Caminó decidida por la desierta calle. La niebla, impropia de la primavera, le dificultaba la vista. Sabía que James se volvería loco en cuanto encontrase la nota que le había dejado en su casa, pero no podía no hacerlo. No importaba cuantos le hubiesen aconsejado que no lo hiciera, era su hermana y no podía no visitarla. No importaba si Petunia había dejado de hablarle nuevamente, si no había asistido a su boda o si inclusive no la había invitado a la suya. No importaba. Petunia estaba, al igual que ella, embarazada y nada más importaba.
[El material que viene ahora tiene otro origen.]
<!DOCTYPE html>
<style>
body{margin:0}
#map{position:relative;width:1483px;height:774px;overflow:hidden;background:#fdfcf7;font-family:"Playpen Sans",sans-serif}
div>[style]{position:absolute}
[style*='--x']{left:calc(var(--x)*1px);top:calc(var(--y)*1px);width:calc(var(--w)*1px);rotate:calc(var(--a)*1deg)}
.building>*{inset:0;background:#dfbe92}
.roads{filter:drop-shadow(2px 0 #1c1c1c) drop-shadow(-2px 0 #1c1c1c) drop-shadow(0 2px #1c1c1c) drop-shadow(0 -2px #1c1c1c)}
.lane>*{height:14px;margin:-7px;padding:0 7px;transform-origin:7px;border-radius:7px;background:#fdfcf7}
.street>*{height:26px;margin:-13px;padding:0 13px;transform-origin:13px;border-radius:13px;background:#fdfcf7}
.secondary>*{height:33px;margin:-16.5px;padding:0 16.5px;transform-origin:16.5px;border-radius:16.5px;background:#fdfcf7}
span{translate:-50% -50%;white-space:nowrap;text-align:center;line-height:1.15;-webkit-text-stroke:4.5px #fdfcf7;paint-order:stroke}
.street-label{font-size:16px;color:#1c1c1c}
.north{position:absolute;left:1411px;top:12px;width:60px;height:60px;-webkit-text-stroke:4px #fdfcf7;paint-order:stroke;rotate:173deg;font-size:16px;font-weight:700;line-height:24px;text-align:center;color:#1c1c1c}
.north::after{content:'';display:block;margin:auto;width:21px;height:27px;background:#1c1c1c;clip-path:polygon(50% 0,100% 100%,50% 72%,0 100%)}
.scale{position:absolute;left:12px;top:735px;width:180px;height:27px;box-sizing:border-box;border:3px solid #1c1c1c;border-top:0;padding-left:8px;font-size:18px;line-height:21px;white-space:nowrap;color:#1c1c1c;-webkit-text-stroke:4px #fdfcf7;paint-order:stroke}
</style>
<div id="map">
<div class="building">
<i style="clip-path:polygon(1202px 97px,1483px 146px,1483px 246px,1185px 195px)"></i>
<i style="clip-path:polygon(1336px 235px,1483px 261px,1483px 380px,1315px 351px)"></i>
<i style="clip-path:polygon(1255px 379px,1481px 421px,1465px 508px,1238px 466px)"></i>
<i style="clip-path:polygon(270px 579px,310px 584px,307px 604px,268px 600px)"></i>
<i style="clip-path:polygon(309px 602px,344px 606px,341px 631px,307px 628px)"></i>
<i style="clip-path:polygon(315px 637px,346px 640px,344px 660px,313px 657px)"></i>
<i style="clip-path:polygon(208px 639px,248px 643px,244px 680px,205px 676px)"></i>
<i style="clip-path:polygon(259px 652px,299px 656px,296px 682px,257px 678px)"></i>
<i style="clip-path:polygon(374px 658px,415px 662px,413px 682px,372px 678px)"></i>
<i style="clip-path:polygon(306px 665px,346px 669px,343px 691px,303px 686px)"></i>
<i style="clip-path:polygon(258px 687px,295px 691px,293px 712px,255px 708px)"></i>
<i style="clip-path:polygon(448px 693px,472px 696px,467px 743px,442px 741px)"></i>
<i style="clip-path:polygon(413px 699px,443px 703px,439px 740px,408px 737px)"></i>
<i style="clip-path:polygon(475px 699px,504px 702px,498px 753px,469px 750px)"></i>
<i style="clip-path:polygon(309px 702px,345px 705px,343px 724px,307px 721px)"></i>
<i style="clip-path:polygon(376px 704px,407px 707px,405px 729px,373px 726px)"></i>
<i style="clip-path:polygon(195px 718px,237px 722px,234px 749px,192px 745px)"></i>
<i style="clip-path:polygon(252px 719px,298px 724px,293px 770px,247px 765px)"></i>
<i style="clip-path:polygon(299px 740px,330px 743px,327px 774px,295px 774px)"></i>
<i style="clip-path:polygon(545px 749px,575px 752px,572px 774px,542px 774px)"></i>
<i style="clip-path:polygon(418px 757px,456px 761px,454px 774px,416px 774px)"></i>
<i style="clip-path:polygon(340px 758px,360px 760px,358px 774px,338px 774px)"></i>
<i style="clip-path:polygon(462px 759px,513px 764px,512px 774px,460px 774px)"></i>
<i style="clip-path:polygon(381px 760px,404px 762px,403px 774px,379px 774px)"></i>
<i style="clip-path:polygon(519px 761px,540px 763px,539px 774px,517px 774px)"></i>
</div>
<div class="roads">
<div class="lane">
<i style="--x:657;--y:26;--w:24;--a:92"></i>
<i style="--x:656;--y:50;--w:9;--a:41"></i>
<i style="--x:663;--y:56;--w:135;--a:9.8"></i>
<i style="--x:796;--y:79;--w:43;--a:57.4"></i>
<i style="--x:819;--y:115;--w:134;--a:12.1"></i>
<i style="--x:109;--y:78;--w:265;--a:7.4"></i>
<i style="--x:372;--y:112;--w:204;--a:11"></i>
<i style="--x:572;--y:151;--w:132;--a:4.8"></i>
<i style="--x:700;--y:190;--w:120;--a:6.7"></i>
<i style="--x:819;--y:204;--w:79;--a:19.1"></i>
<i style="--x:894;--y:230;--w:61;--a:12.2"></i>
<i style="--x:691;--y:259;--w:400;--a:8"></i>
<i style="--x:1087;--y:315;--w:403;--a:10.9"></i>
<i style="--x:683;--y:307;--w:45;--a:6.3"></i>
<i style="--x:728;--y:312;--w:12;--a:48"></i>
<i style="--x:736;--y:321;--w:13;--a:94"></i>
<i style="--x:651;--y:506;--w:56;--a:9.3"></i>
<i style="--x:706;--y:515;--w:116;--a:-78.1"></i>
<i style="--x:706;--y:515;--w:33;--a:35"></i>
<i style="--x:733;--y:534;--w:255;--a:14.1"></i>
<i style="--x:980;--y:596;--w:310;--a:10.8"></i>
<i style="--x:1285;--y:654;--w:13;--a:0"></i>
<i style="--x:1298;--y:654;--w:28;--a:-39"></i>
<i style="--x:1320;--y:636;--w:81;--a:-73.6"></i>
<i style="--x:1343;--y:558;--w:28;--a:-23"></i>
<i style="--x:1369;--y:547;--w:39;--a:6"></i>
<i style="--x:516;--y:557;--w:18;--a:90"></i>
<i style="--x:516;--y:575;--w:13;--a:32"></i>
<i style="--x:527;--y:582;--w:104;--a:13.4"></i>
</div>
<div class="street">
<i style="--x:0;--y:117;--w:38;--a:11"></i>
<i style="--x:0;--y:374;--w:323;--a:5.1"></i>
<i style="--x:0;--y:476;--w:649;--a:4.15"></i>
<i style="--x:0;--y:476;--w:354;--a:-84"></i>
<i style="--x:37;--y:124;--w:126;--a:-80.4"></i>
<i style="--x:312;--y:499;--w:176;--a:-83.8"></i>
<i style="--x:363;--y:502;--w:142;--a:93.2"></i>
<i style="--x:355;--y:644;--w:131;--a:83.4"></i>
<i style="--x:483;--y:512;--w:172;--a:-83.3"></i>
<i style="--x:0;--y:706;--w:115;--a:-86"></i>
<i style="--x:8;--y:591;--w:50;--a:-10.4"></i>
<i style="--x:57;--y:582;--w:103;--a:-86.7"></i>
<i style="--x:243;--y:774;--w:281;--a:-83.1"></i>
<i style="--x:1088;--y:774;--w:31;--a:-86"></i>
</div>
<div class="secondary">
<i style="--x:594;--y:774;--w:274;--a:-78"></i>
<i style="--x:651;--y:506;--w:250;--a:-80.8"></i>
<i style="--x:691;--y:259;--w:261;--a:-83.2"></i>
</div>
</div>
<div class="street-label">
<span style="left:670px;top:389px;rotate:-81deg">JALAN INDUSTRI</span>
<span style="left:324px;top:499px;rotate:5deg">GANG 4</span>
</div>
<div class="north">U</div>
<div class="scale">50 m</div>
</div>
Tomó el papel con su dirección anotada y se aseguró de estar parada frente a la casa correcta. En efecto allí era. Prive Drive 4. Una linda casa, un lindo vecindario, todo lo que Petunia siempre había querido. Estaba feliz por su hermana, aún cuando no conociese a su marido, y cuando ésta pareciese no querer saber nada con ella, Lily sabía que las cosas no eran así. Ya no podía seguir diciendo que los tiempos estaban cambiando, pues ya lo habían hecho. Ahora, con cada día que pasaba, las cosas solo se ponían peor y peor, la oscuridad iba cubriendo todo y el temor era tangible.

Tocó el timbre y esperó a que alguien le abriese. Había considerado aparecerse dentro para más seguridad, pero lo encontró demasiado grosero, sin mencionar que el aparecerse le daba demasiadas nauseas a causa de su estado. También había considerado llegar con la capa para volverse invisible de James, pero seguía siendo grosero. Después de todo, no era nada nuevo la negación que su hermana tenía por la magia, era simplemente mejor no hacer uso de ella.

-¿Quién es? –Preguntó su hermana al otro lado de la puerta, aunque probablemente ya la hubiese visto por la mirilla de la misma.

-¡Vamos Tuny! –Le reprochó -¡Soy yo, abreme!

-¿Quién es yo? –Sin embargo, la puerta se abrió y una mujer pálida y con un muy abultado vientre apareció frente a Lily –Date prisa –Le dijo obligándola a entrar.

La sala era acogedora y, de lo que Lily asumió era la cocina, salía un aroma exquisito, brownies. Una sonrisa surcó el rostro de la bruja y quitándose la túnica de viaje reveló su también abultado vientre. Petunia la contempló por unos segundos, no sabía que su hermana estaba embarazada, quizás porque le había prohibido a sus padres hablar de ella. No me interesa, mamá –Decía cada vez que ésta le quería contar algo sobre Lily. Y ahora que la veía se arrepentía un poco, pero no podía, en tiempos como los que estaban viviendo había que permanecer unidos a la familia, y ahora su familia eran su hijo y su marido.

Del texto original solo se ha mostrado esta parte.